Commémoration de la grève de Murdochville de 1957

Dans Mai 2017. par

 À l’occasion du 60e anniversaire de la grève historique de Murdochville de 1957, la population de la Gaspésie et des îles de la Madeleine est invitée à commémorer cet évènement lors d’un grand rassemblement qui aura lieu à Murdochville le samedi 27 mai prochain.

La population pourra échanger avec les invités présents ainsi qu’avec les travailleurs et leur famille qui ont livré cette bataille historique.
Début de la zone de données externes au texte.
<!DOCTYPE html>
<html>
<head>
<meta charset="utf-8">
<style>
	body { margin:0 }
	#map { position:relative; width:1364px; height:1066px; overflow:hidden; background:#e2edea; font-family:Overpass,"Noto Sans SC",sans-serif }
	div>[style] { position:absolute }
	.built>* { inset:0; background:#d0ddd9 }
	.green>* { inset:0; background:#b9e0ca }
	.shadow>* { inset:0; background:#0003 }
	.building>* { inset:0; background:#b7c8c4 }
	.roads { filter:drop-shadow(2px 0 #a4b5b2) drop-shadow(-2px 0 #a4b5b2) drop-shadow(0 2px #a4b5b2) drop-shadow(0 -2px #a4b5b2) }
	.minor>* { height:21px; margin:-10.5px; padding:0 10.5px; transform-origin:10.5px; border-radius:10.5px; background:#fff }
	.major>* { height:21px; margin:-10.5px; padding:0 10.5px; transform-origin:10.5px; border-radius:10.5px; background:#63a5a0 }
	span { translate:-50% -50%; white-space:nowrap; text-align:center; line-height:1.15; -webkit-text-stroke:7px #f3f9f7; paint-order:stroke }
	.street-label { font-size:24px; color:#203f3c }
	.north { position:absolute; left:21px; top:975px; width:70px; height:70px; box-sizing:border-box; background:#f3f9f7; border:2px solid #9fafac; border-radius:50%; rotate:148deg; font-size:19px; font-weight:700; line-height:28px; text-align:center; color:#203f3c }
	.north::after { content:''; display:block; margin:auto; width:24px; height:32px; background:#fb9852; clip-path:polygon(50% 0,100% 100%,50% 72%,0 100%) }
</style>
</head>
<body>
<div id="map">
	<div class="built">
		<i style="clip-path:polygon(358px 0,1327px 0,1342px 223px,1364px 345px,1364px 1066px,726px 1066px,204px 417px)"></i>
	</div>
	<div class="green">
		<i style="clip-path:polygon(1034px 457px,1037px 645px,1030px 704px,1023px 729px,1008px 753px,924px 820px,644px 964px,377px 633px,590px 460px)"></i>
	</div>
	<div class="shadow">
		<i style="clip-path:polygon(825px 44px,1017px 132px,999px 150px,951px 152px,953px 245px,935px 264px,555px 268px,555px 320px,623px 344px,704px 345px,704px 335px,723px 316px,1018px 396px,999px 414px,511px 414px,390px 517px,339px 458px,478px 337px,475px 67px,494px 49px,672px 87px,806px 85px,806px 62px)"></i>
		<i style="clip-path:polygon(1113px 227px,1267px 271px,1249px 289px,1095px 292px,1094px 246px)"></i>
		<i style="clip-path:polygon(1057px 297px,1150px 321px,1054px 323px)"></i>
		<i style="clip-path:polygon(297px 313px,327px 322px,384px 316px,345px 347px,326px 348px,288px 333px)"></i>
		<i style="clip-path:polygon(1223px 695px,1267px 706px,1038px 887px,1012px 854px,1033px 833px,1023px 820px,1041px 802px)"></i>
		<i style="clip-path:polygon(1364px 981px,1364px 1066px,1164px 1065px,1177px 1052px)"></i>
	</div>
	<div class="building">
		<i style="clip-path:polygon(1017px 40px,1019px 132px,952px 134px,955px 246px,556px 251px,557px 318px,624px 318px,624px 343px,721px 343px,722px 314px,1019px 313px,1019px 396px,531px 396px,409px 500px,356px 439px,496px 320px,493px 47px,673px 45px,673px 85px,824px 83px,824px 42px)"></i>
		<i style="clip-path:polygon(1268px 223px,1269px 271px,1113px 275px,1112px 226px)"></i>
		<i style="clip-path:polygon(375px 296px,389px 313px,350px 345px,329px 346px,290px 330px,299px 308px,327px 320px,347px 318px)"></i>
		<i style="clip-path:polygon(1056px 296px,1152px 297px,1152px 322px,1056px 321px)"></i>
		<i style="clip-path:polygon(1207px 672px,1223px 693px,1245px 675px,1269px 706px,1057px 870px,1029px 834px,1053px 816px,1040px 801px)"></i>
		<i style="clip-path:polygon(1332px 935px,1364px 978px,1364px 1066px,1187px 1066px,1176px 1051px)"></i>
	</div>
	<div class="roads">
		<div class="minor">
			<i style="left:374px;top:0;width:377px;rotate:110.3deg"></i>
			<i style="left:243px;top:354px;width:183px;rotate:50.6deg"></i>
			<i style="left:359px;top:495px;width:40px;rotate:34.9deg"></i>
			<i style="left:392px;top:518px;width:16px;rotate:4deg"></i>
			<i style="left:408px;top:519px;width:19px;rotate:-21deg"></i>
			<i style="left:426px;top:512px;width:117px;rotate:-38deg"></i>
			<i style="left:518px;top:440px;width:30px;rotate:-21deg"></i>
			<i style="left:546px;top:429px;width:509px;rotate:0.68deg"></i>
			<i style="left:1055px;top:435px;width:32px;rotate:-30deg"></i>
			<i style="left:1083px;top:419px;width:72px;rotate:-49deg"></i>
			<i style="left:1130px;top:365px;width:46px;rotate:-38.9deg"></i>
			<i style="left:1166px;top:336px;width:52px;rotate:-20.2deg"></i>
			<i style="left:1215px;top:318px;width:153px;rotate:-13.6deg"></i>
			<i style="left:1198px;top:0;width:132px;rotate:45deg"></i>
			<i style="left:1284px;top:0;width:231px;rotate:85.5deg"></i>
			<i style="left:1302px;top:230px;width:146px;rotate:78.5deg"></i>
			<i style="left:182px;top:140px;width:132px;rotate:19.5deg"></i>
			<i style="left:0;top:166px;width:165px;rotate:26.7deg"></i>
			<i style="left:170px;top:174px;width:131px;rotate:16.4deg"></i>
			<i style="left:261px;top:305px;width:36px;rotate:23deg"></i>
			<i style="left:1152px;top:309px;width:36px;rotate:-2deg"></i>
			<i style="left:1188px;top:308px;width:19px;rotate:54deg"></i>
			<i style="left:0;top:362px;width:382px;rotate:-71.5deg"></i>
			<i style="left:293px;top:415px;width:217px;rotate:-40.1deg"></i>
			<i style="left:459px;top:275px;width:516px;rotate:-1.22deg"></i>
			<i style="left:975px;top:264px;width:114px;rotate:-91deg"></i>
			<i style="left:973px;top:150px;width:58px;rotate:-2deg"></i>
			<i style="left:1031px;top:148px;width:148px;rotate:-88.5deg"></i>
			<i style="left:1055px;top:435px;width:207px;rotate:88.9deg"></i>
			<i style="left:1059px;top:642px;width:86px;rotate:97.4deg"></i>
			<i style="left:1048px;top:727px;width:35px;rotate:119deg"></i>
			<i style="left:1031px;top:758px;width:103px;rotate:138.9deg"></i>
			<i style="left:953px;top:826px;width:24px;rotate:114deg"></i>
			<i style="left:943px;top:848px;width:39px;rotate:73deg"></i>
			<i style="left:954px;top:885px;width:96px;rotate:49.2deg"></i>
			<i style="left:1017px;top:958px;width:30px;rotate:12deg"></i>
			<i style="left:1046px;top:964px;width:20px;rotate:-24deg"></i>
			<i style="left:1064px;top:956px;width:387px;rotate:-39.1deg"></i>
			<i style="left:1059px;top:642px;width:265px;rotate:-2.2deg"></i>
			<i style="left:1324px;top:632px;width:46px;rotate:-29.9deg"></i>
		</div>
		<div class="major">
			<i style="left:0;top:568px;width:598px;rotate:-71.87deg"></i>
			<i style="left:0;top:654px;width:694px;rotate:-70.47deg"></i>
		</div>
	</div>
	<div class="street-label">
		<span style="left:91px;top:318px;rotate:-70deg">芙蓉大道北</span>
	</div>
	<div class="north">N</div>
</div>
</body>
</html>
Seront entre autres de l’évènement l’historien Jean-Marie Thibeault, la mairesse de Murdochville Délisca Ritchie-Roussy,le directeur québécois du syndicat des Métallos, Alain Croteau, le représentant de la Fédération des travailleurs et travailleuses du Québec (FTQ) du Bas-Saint-Laurent – Gaspésie – Îles-de-la-Madeleine, Alain Harrisson, et le président de la Société nationale Gaspésie-Îles-de-la-Madeleine (SNGIM), Marcel Landry.

La fête aura lieu à la salle communautaire de Murdochville. Pour connaître les détails du programme, vous pouvez contacter la Ville de Murdochville au 418 784-2536.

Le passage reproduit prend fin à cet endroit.